▶ Problem requirements: In the records below, how many lines hold the word "halo"? Give only the number.
----- Data shown -----
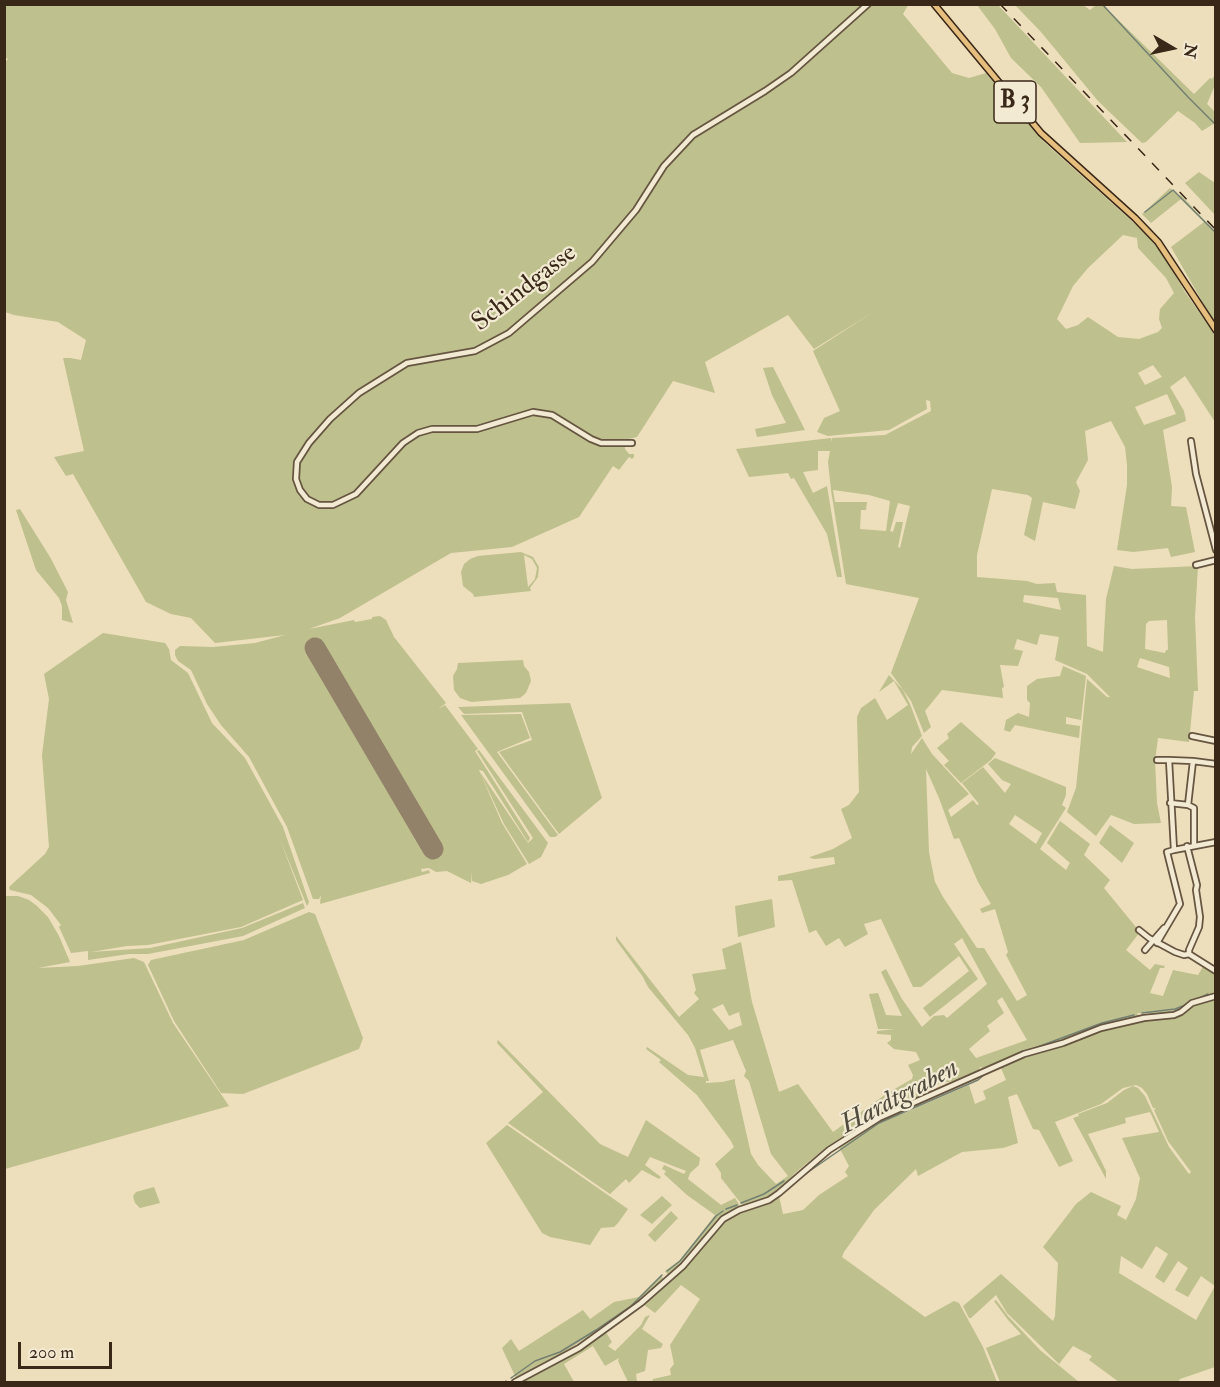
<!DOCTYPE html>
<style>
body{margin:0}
#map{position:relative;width:1220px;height:1387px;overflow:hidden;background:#eddebc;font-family:"IM FELL Double Pica",serif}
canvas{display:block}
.frame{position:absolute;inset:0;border:6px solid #392718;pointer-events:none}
.north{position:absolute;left:1142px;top:18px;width:60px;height:60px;-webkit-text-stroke:4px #f3ead3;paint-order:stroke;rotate:99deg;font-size:16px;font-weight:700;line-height:24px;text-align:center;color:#392718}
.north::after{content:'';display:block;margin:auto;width:21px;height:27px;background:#392718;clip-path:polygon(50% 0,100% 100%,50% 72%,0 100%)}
.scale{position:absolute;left:18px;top:1342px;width:94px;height:27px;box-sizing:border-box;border:3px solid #392718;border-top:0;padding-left:8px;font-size:18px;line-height:21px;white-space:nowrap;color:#392718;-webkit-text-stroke:4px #f3ead3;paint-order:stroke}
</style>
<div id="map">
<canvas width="1220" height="1387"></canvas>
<div class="frame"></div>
<div class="north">N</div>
<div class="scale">200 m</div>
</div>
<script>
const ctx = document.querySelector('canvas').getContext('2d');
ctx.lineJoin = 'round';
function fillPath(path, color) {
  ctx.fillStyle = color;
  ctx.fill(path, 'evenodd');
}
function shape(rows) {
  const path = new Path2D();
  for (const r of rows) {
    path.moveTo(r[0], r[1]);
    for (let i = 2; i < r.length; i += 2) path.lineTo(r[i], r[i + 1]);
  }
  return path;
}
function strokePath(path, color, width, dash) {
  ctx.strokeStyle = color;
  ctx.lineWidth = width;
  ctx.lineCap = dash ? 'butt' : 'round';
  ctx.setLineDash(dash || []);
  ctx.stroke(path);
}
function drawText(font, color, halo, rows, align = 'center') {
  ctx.font = font + ' "IM FELL Double Pica",serif';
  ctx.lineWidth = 4.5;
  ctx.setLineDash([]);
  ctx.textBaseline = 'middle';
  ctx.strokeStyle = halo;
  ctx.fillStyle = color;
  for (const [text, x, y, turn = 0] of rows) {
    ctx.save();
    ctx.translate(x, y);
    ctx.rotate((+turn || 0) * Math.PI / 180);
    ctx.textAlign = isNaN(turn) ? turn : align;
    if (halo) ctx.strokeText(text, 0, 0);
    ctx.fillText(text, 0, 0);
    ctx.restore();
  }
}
const green = shape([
 [4,5,908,5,903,14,952,73,969,78,986,73,1044,142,1145,233,1163,254,1185,292,1215,335,1215,422,1185,376,1170,387,1184,411,1186,421,1163,430,1172,487,1171,506,1186,507,1195,552,1171,557,1168,548,1133,552,1117,550,1127,485,1127,465,1125,447,1111,421,1085,431,1088,460,1076,482,1080,491,1075,509,1043,502,1035,541,1024,535,1032,498,1028,495,992,489,977,555,977,577,1027,581,1037,584,1055,583,1057,592,1086,595,1087,646,1103,652,1106,599,1114,566,1132,569,1198,566,1195,617,1198,691,1194,691,1189,742,1158,738,1155,761,1157,803,1161,823,1134,824,1111,815,1096,836,1067,812,1076,788,1087,679,1107,697,1110,697,1087,674,1055,660,1059,637,1040,634,1037,645,1017,639,1014,649,1023,651,1018,666,1000,665,1004,687,1002,688,1003,698,942,690,925,711,931,727,924,733,911,701,891,673,919,598,846,584,831,490,828,462,830,451,818,451,818,470,803,472,813,493,827,486,842,577,837,577,827,534,794,478,791,479,788,473,749,477,736,449,831,438,831,442,832,438,885,435,931,411,930,401,926,400,927,409,889,430,828,436,817,432,824,418,840,411,813,351,875,311,814,349,788,315,705,362,715,393,673,381,637,437,624,440,625,449,629,454,634,454,634,457,632,459,629,457,619,470,613,466,579,517,512,547,451,553,340,618,309,629,354,620,355,622,372,619,372,617,380,616,386,620,394,637,446,703,438,709,445,705,478,749,475,751,530,838,528,842,483,771,479,770,502,823,527,864,508,875,481,884,472,881,472,872,471,883,447,871,436,872,429,868,421,869,422,872,429,870,430,873,320,904,321,895,319,899,313,899,287,827,249,757,221,725,207,704,191,670,178,661,175,655,175,650,180,646,213,647,255,643,285,635,215,643,191,618,171,614,146,602,73,474,66,476,54,457,84,451,63,358,70,358,81,360,86,340,58,322,14,315,5,312,4,63,8,59,5,57],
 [1123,235,1137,238,1138,248,1166,278,1174,293,1160,309,1159,319,1162,328,1158,332,1139,339,1118,337,1088,317,1078,325,1066,329,1057,319,1073,286,1088,268],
 [1153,365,1162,377,1145,385,1138,373],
 [1167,394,1176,414,1144,425,1135,407],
 [833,490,869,495,890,501,886,531,860,529,861,510,866,510,867,502,835,502],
 [898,503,910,506,900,548,898,547,903,522,896,522,893,532,890,531],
 [1024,595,1058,598,1061,610,1023,602],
 [1167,620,1168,650,1166,650,1165,653,1145,649,1146,624,1149,621],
 [1140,658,1169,667,1170,678,1137,667],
 [977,5,998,5,1127,142,1080,143,1041,87,1011,58,995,29],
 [1015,5,1083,5,1090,10,1096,5,1103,5,1194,94,1210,78,1212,79,1215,75,1215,85,1207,104,1215,112,1215,123,1202,131,1195,123,1178,111,1146,142,1142,143,1098,101,1041,32],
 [1199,172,1215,183,1215,215,1185,183],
 [1170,188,1179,196,1181,195,1215,232,1215,324,1171,247,1204,222,1181,199,1151,223,1142,214],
 [773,367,805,430,757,437,755,429,786,423,772,395,763,368],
 [20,509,50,557,68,592,66,600,73,623,62,620,62,606,59,598,36,570,16,510],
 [521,552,533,557,539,567,538,577,530,588,531,591,474,597,473,594,463,586,461,572,464,564,470,559,478,556],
 [524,555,532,559,537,568,535,579,528,587],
 [103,633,165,643,169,649,171,660,188,673,212,723,245,758,283,827,309,902,307,906,279,837,303,900,241,927,148,945,127,946,91,952,150,948,242,928,303,903,305,908,243,936,148,954,129,954,88,960,88,951,71,953,59,927,61,925,48,908,31,895,10,890,9,887,45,854,49,847,42,755,49,699,44,674],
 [523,660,524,666,529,672,531,681,526,693,520,698,471,702,460,698,454,690,453,676,457,669,458,663],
 [1063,666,1086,676,1081,720,1066,717,1066,724,1080,726,1079,738,1015,725,1010,732,1004,730,1006,720,1018,713,1029,717,1030,703,1027,700,1027,686,1037,679,1060,676],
 [889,675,903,690,910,704,922,736,912,747,911,754,922,738,932,754,969,794,948,810,951,817,973,800,977,805,979,804,962,783,983,767,1005,793,1011,784,1002,780,988,764,995,758,1066,787,1066,795,1062,805,1066,808,1040,849,1066,870,1070,863,1047,843,1060,821,1090,844,1084,855,1110,880,1104,888,1140,932,1126,950,1150,970,1155,964,1165,966,1164,968,1160,968,1150,993,1163,996,1173,970,1198,975,1204,965,1215,974,1215,995,1196,999,1178,1010,1159,1014,1137,1013,1140,1020,1165,1019,1184,1013,1194,1004,1215,999,1215,1367,1180,1379,1178,1382,1119,1382,1089,1360,1092,1356,1073,1346,1059,1364,1007,1313,996,1295,971,1318,969,1318,963,1306,1001,1274,1053,1321,1055,1316,1058,1263,1043,1247,1076,1204,1091,1192,1121,1206,1117,1215,1126,1220,1136,1199,1140,1178,1122,1138,1159,1132,1150,1112,1125,1118,1126,1123,1088,1134,1106,1171,1106,1179,1073,1118,1079,1116,1078,1114,1107,1103,1124,1090,1133,1086,1138,1088,1145,1096,1169,1147,1189,1174,1191,1172,1168,1141,1154,1110,1156,1108,1153,1108,1147,1094,1142,1088,1136,1085,1123,1088,1101,1104,1055,1122,1073,1161,1059,1167,1039,1130,1033,1129,1017,1094,1008,1097,1018,1143,1003,1148,962,1152,918,1176,916,1169,874,1210,844,1252,842,1257,925,1317,954,1301,959,1303,983,1347,997,1382,652,1382,653,1379,671,1375,670,1369,674,1364,670,1345,700,1299,681,1285,655,1313,643,1304,676,1275,697,1253,717,1226,731,1217,762,1206,779,1196,783,1214,803,1210,819,1195,848,1176,845,1172,849,1166,839,1147,879,1120,898,1111,900,1115,969,1085,975,1104,986,1099,983,1091,1006,1080,1001,1068,993,1071,980,1067,979,1070,954,1081,941,1083,919,1093,920,1096,864,1122,824,1149,795,1173,779,1191,768,1199,743,1206,721,1178,721,1173,715,1164,734,1147,731,1141,697,1095,659,1062,661,1060,646,1049,647,1047,688,1075,704,1077,695,1048,688,1035,648,987,643,977,616,940,616,936,679,1017,699,999,694,993,696,990,692,974,726,969,722,949,741,942,752,1002,779,1092,798,1084,833,1132,886,1094,912,1079,913,1075,908,1065,920,1060,916,1052,894,1049,887,1043,891,1040,891,1035,877,1034,877,1031,895,1029,878,1029,869,994,878,993,886,1015,902,1016,881,972,886,969,902,999,922,1027,934,1016,944,1015,947,1018,987,984,962,938,954,944,978,979,930,1017,923,1008,969,971,959,956,921,987,913,987,881,919,864,924,868,934,845,947,839,938,826,946,816,930,809,933,792,880,778,881,778,876,835,864,834,857,815,859,810,858,810,857,833,849,852,838,841,809,849,805,859,792,857,717,861,708,875,698,887,720,908,705,894,681,879,692],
 [926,769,939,798,954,839,959,838,978,882,991,904,980,909,982,913,995,909,1008,952,1006,955,1027,995,1017,1001,984,948,977,948,943,897,935,882,929,852],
 [1015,815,1042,833,1036,844,1009,824],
 [1002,997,1027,1040,976,1058,969,1049,990,1031,987,1026,1004,1013,997,1001],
 [723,1004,729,1016,739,1012,742,1025,729,1030,712,1009],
 [733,1040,746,1071,744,1076,749,1081,771,1154,788,1176,776,1184,758,1165,751,1154,735,1083,735,1079,722,1082,706,1083,706,1081,709,1081,700,1050],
 [1156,1246,1168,1254,1155,1277,1164,1283,1178,1261,1188,1268,1175,1290,1188,1297,1201,1276,1215,1286,1196,1320,1119,1273,1121,1256,1142,1269],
 [570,703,602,798,559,834,499,752,532,740,522,712,464,714,458,707],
 [521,714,530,738,497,752,558,835,555,837,550,837,461,715],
 [961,722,996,753,991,760,961,783,944,765,956,755,949,761,937,748,949,738,947,734],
 [479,750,548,843,541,857,529,864,504,824,480,772,528,843,533,838,477,751],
 [1110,825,1134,843,1122,863,1099,843],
 [5,896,18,896,29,900,37,906,48,917,59,936,70,962,38,968,78,966,134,958,144,962,173,1023,229,1106,5,1169],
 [772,899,775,927,738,937,735,906],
 [309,912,315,914,363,1038,359,1049,243,1094,221,1093,174,1021,148,965,151,960,244,940],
 [498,1040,600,1144,628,1157,646,1120,700,1158,699,1165,690,1173,688,1179,721,1205,735,1198,740,1206,716,1221,693,1252,669,1276,665,1271,680,1260,715,1215,687,1195,664,1174,666,1171,662,1169,664,1165,684,1174,686,1171,650,1157,645,1165,661,1177,659,1179,642,1170,629,1183,626,1179,610,1194,508,1123,543,1092,497,1043],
 [507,1125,628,1209,618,1223,614,1227,601,1228,590,1245,550,1237,542,1233,486,1143],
 [154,1187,160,1203,140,1208,135,1203,133,1196,136,1192],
 [662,1196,672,1205,652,1224,640,1215],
 [671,1211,678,1218,655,1242,648,1235],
 [661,1275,664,1280,640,1302,560,1355,563,1360,605,1331,612,1342,608,1346,615,1351,641,1325,645,1317,650,1315,642,1329,663,1344,661,1348,648,1350,645,1371,636,1374,637,1382,628,1382,618,1361,619,1358,605,1366,593,1346,564,1364,574,1382,520,1382,516,1378,502,1348,511,1339,519,1351,583,1310,590,1319,614,1302,639,1297],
 [996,1300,1008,1316,1040,1350,1079,1382,1000,1382,986,1348,1021,1334,1008,1320,994,1301]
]);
const stream = shape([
 [1102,4,1188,97,1214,123,1216,122],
 [1145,212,1173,190,1216,233],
 [1195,1000,1208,994],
 [1142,1013,1175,1009,1188,1004],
 [1016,1055,1102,1023,1134,1015],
 [801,1177,879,1123,978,1080,985,1074],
 [741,1203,764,1194,784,1181],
 [726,1209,737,1205],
 [667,1271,680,1261,716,1216,723,1211],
 [511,1378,535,1361,560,1352,596,1330,631,1306,662,1275],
 [505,1382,506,1381]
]);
const runway = shape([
 [315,648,433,849]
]);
const minor = shape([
 [1191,441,1196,474,1216,550],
 [632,443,601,443,591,439,552,415,533,412,477,429,432,429,418,433,403,443,356,494,333,505,319,505,307,499,300,490,296,479,297,462,309,443,330,419,359,393,407,363,475,351,509,333,592,262,636,210,664,166,693,135,765,91,791,73,868,4],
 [1196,565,1216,560],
 [1192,736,1216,741],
 [1157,760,1169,760],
 [1170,803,1188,805],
 [1194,845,1194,808,1188,805,1193,761,1216,764],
 [1187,846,1197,885,1196,890,1200,917,1199,927,1189,950,1189,954,1216,971],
 [1174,850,1216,842],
 [1139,930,1149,938,1175,952,1184,955,1189,954],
 [1157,943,1180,904,1167,852,1174,850,1169,760,1193,761],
 [1145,950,1164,928],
 [515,1382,579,1348,641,1303,683,1266,723,1219,739,1210,769,1200,779,1193,829,1150,879,1118,1024,1054,1063,1043,1101,1028,1144,1018,1174,1015,1181,1012,1192,1003,1216,996]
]);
const major = shape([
 [934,4,1041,133,1135,218,1158,242,1216,330]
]);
const rail = shape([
 [1000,4,1216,230]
]);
const shields = [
 [1015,102,42]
];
const shieldNames = [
 ["B 3",1015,102]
];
const streetNames = [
 ["Schindgasse",525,289,-38]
];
const waterNames = [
 ["Hardtgraben",900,1098,-28]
];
fillPath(green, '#bec08d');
strokePath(stream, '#738072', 1.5);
strokePath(runway, '#93826a', 21);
strokePath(minor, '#665541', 8);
strokePath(major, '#392718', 8);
strokePath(minor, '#f3ead3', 4.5);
strokePath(major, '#e6bf7e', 5);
strokePath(rail, '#392718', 1.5, [10, 10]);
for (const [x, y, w] of shields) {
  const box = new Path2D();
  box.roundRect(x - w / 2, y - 21, w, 42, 4.5);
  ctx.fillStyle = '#f3ead3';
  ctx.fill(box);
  strokePath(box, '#392718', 1.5);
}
drawText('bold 24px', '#392718', null, shieldNames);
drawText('26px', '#392718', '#f3ead3', streetNames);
drawText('italic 27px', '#514c3e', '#f3ead3', waterNames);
</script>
-----
▶ Solution below: 3